Say how many lines in the following entries include "pins", and add nothing else.

• [Exercise inputs]:
* * *

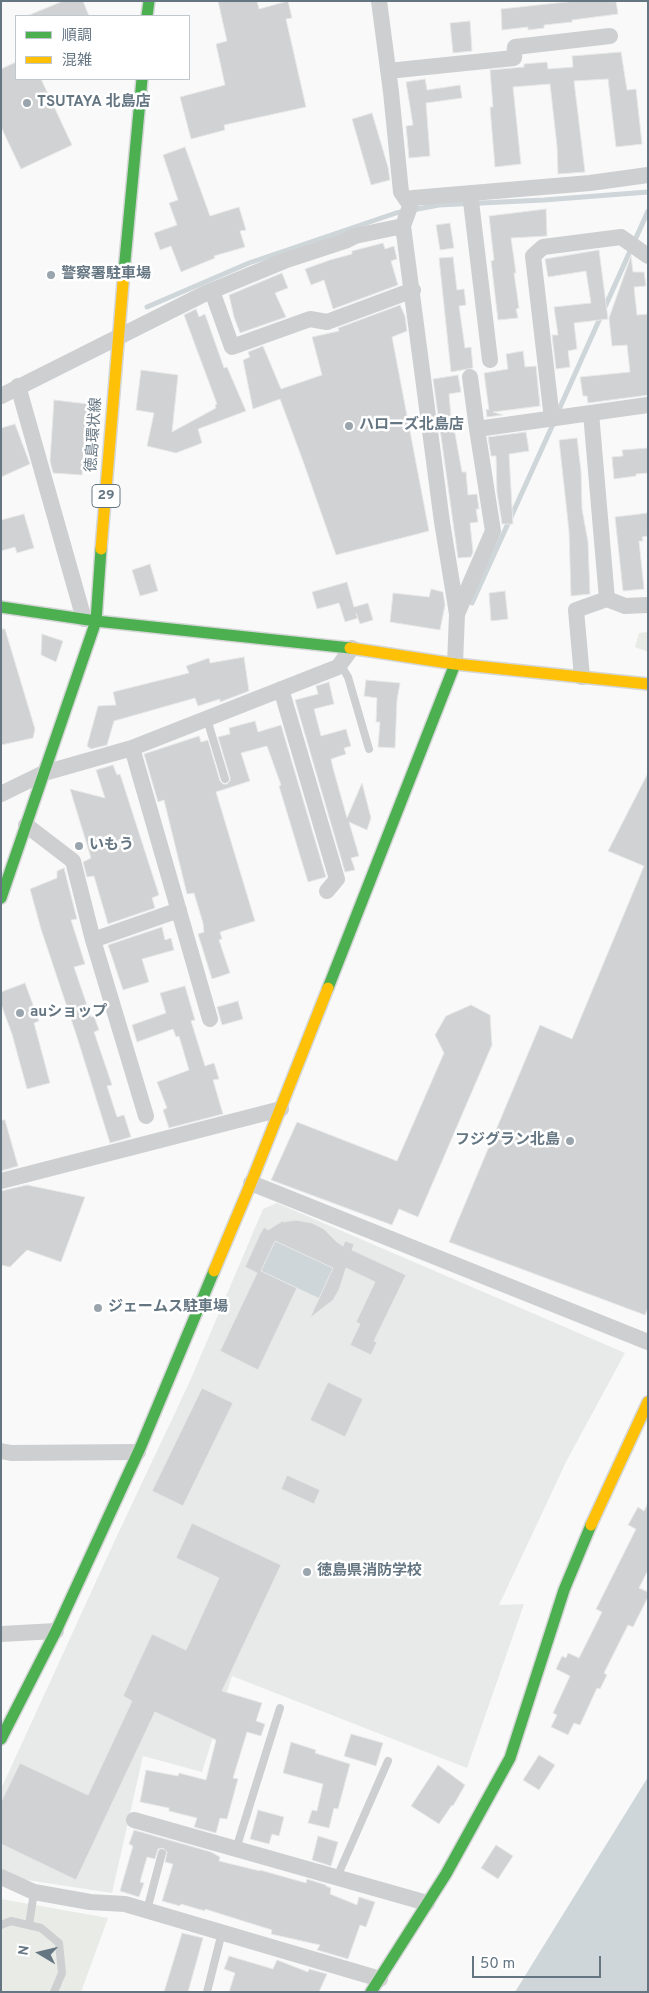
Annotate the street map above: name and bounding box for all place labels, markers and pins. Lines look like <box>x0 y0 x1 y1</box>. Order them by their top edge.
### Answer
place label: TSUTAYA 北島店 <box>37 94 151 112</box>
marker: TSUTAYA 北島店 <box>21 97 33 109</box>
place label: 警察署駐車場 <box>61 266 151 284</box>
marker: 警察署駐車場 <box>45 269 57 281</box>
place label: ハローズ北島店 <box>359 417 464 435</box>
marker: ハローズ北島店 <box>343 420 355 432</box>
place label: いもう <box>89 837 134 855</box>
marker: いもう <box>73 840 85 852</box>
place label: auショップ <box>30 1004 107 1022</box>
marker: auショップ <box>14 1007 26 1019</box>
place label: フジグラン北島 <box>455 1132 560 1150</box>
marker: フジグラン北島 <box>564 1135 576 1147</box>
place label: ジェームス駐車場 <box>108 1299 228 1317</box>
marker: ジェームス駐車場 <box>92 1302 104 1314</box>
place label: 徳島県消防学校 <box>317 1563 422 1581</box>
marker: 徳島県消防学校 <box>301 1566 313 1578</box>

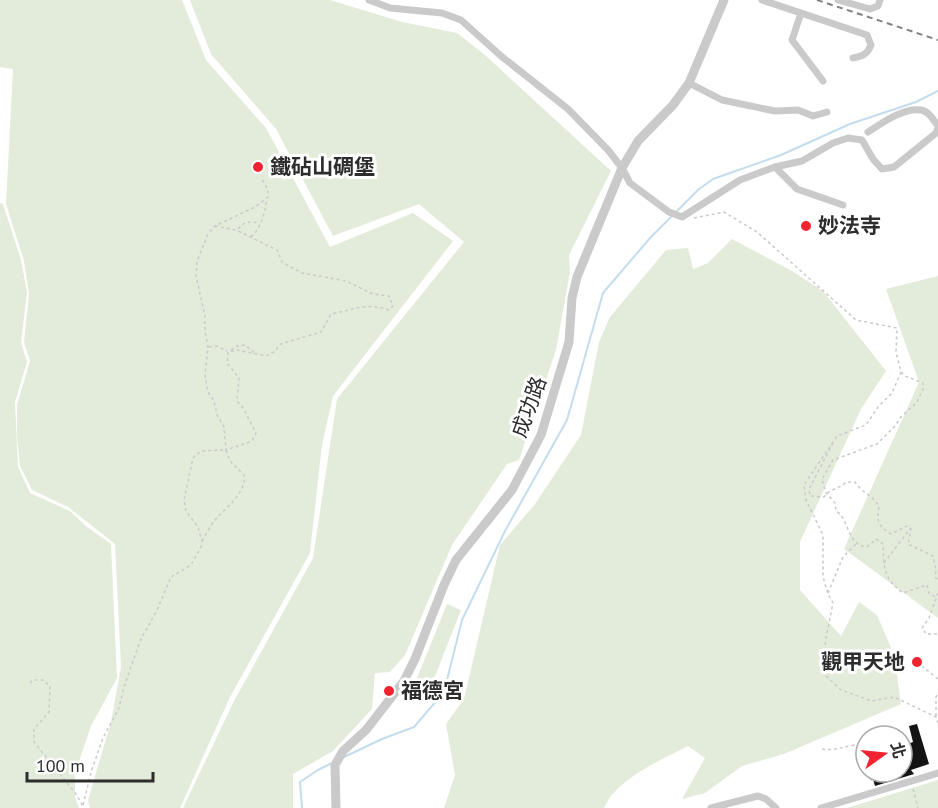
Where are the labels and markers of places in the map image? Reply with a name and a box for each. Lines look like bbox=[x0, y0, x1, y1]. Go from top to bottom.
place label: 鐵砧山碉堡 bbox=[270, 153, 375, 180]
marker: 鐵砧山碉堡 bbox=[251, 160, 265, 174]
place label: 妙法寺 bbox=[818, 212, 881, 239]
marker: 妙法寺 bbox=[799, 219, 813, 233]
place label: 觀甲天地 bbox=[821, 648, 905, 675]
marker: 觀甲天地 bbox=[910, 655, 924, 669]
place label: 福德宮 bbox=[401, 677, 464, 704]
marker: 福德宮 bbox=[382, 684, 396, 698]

* * *

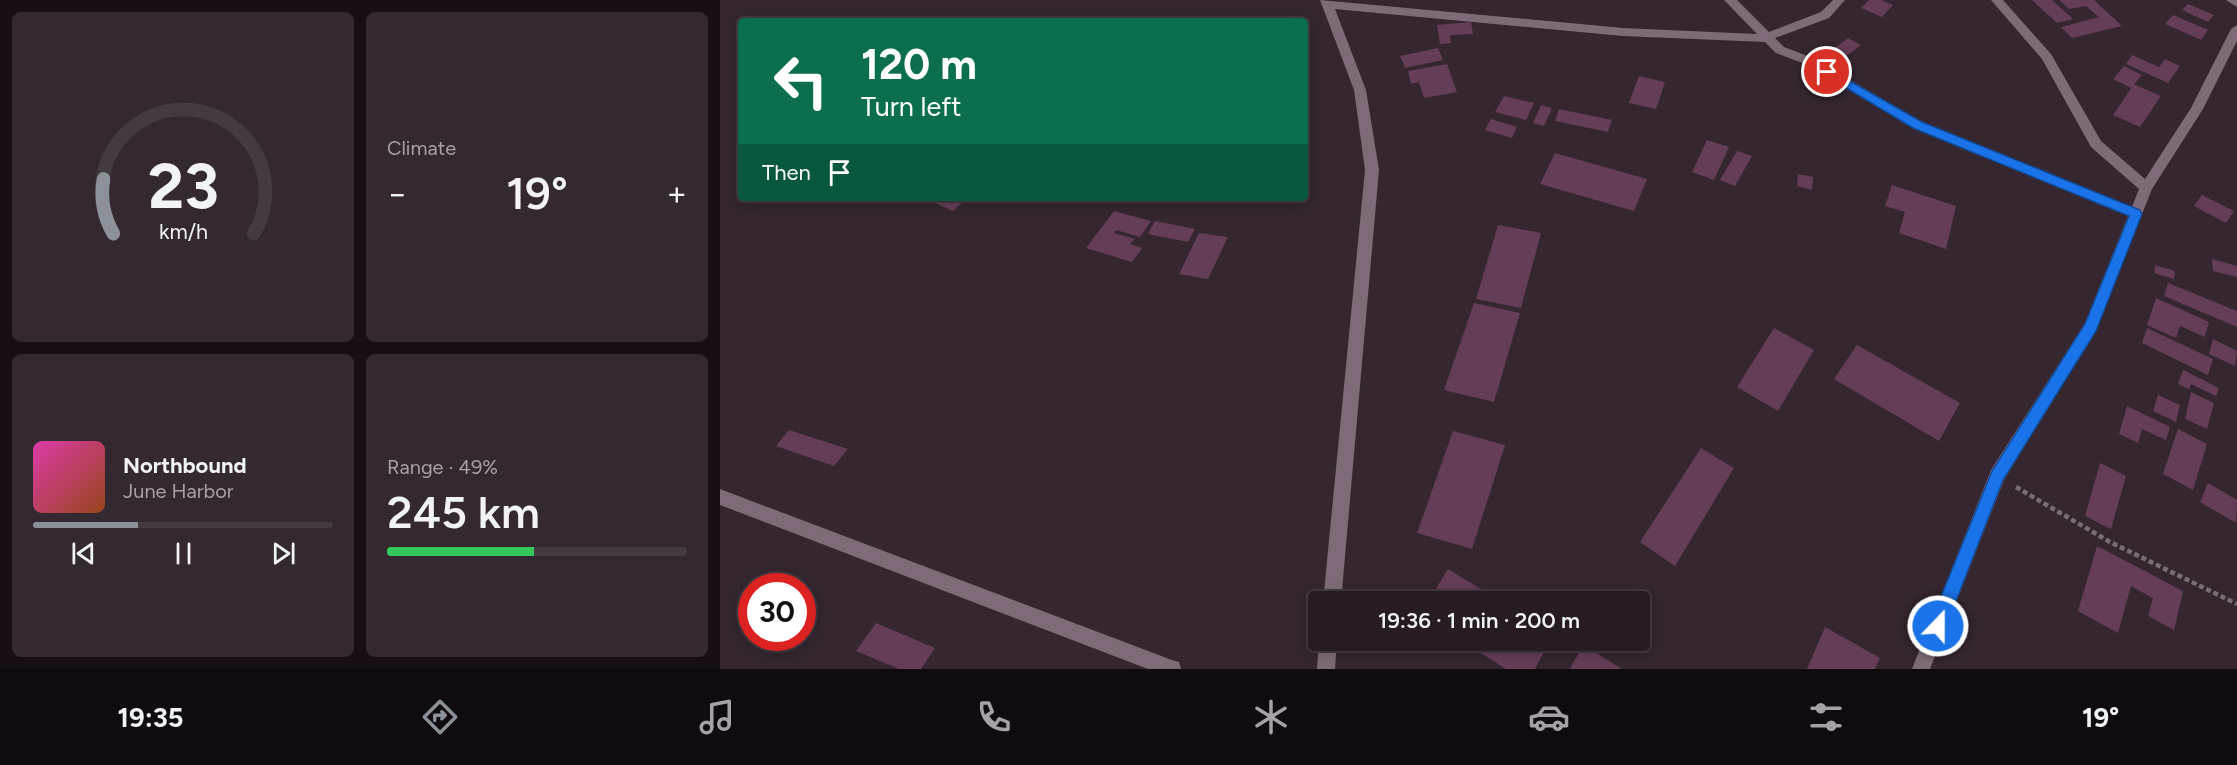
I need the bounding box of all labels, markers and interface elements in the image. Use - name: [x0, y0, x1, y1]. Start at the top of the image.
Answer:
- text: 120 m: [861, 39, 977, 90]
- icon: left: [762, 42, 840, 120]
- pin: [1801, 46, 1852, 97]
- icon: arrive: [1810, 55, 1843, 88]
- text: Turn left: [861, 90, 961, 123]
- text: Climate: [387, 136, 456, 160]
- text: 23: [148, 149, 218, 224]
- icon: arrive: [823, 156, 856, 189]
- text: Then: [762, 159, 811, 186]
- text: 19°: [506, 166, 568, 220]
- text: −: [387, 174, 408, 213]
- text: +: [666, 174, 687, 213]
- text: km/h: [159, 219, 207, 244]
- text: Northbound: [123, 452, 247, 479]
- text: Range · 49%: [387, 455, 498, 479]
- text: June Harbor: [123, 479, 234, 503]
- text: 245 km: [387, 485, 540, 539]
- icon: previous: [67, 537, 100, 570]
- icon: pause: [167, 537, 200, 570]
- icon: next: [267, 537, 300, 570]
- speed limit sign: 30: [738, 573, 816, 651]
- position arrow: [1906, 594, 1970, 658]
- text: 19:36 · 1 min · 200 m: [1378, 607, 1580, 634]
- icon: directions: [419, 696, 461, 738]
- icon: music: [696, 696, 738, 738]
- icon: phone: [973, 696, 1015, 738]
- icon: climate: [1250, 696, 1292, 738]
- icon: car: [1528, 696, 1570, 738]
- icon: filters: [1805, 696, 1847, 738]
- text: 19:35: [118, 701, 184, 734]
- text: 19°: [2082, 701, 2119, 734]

* * *

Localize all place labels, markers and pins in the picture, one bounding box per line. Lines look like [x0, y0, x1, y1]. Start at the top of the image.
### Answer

* * *

• [Answer area]: 2